1. Background. The jury could have found the following facts. In the fall of 2004, the victim, aged forty-four years, was living on Nantucket, as were her parents and brother. The defendant lived in New York City. The victim and defendant were introduced by a mutual friend on Nantucket on September 4, 2004. They became romantically involved, but in late October, during a visit to New York City, the victim ended the relationship because of the defendant's heavy drinking. Leaving the defendant behind in New York, the victim returned to Nantucket on Saturday, October 23, 2004.

The next day, a security officer at LaGuardia International Airport stopped the defendant from carrying a knife through passenger screening on his way to catch a flight to Nantucket. The knife was seized and the defendant was given a criminal summons for carrying a knife over four inches long. The officer suspected that the defendant had “had a few drinks” and noticed that he smelled of alcohol. The defendant missed the flight and spent the night in the airport.

The following morning, Monday, October 25, the defendant flew to Nantucket. He arrived in Nantucket around 10:45 a.m., rented a car, and bought two knives. He drove to Hawthorne Lane, where the victim rented a cottage, and asked the victim's neighbor and landlady, who lived next to the cottage, if anyone was at home there. Some time after noon, the neighbor grew concerned when she noticed that one window shade had been lowered and the victim had not yet left the house for a 1 p.m. appointment. The neighbor telephoned the victim's brother, who in turn contacted the police. Meanwhile, the defendant took a 1 p.m. flight to Hyannis, where, at 1:21 p.m., he rented a second car.

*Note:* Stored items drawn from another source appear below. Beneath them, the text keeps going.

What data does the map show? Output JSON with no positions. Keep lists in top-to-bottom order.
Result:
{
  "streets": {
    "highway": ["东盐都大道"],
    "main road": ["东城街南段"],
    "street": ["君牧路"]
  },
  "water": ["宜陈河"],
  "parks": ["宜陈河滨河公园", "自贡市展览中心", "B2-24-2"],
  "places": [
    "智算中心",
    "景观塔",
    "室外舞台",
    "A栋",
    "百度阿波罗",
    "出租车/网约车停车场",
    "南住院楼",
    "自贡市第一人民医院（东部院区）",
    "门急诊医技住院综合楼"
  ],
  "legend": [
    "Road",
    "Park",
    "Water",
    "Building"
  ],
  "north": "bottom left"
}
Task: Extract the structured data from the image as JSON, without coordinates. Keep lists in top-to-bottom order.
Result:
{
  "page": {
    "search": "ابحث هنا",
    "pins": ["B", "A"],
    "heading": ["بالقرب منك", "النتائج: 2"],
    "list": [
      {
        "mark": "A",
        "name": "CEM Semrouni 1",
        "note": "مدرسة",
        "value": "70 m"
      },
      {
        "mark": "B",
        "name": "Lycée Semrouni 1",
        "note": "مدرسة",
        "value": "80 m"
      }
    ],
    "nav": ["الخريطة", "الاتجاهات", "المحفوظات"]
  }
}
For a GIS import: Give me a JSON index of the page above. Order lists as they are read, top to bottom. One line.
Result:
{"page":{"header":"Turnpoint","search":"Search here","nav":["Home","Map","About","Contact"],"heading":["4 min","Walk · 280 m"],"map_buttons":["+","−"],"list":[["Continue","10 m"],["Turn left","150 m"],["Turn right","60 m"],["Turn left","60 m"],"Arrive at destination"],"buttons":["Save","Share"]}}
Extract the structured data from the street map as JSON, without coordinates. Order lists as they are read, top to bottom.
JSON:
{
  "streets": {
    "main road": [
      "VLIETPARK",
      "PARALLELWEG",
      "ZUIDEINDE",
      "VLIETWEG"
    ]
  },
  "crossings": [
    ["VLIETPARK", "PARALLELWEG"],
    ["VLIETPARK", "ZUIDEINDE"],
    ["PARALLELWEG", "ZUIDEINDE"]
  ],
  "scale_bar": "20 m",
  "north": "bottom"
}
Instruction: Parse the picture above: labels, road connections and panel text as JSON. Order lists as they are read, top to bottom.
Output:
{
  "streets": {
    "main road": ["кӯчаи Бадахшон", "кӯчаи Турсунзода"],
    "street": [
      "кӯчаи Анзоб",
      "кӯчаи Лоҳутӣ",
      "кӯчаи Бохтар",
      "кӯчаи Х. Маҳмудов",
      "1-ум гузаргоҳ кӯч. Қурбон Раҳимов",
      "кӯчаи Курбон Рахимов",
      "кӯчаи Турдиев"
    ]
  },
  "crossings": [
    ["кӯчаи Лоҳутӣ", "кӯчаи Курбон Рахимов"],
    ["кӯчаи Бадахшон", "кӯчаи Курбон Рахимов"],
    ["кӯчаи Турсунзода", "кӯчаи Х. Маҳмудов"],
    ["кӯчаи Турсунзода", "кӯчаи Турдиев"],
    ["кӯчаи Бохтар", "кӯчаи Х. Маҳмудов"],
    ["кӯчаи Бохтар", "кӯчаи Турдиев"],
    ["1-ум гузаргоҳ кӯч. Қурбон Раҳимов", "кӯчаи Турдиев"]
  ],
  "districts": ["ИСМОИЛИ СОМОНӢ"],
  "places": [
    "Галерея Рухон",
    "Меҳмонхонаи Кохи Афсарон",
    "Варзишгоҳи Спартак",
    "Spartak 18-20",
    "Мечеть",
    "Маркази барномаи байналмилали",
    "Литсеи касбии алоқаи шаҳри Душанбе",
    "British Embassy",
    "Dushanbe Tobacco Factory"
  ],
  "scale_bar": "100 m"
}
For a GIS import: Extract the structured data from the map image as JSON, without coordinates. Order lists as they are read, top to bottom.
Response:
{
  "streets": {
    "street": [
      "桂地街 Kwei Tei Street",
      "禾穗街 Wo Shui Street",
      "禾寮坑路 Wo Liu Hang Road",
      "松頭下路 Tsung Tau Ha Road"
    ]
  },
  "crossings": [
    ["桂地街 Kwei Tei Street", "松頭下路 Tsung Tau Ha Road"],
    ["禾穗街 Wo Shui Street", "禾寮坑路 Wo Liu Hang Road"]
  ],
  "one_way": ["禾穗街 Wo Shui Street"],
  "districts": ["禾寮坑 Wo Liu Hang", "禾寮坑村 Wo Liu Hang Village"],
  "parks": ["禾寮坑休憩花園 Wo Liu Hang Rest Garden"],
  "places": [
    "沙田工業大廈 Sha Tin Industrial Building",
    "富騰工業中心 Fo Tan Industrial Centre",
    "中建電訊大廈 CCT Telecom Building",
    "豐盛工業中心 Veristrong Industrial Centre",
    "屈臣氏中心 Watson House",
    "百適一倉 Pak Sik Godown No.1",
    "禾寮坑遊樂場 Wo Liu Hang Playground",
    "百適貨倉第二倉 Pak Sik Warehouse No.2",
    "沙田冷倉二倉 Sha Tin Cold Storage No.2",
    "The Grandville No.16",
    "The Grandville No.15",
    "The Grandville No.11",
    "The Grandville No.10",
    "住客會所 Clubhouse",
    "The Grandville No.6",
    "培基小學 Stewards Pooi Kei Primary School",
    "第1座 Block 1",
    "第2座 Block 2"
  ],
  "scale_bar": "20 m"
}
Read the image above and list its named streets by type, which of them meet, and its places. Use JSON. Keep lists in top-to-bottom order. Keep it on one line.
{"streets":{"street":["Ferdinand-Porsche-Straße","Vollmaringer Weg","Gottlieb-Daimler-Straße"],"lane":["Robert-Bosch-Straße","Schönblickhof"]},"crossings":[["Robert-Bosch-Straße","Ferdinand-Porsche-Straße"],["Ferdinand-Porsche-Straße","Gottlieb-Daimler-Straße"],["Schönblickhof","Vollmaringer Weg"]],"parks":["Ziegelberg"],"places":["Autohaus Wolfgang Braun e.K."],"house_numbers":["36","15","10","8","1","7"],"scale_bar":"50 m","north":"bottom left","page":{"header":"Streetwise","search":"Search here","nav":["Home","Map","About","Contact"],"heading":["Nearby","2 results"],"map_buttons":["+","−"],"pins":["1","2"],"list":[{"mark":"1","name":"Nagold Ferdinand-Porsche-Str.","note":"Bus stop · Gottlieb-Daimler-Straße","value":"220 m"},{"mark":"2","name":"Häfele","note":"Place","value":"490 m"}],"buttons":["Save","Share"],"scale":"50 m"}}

In response to a 1:15 p.m. dispatch, police officers arrived at the cottage to conduct a well-being check and found the victim lying motionless on the living room floor. Shortly thereafter, a medical examiner arrived and pronounced the victim dead. The cause of death was multiple stab wounds to the victim's chest and back.

Police quickly followed up on leads, including descriptions from neighbors of a rental car parked near the victim's cottage, and of a young man in a fedora style hat. At the Nantucket airport at 3 p.m., police discovered a rental car matching the neighbors' description. At 3:50 p.m., a Rhode Island State trooper on routine patrol on Route 95 received a broadcast to be on the lookout for a man in a floppy hat in a Chevrolet Impala automobile with a particular registration number. The trooper observed the car and the defendant in it. The trooper contacted other troopers and followed the defendant until the defendant was stopped at a roadblock set up for the purpose by police officers in Hopkinton, Rhode Island. The police stopped the defendant because he was a suspect in a homicide, but did not inform him at the time of the motor vehicle stop of the reason. The defendant was arrested, and an officer observed that he was somewhat lethargic, was unable to respond to simple commands, and smelled of alcohol.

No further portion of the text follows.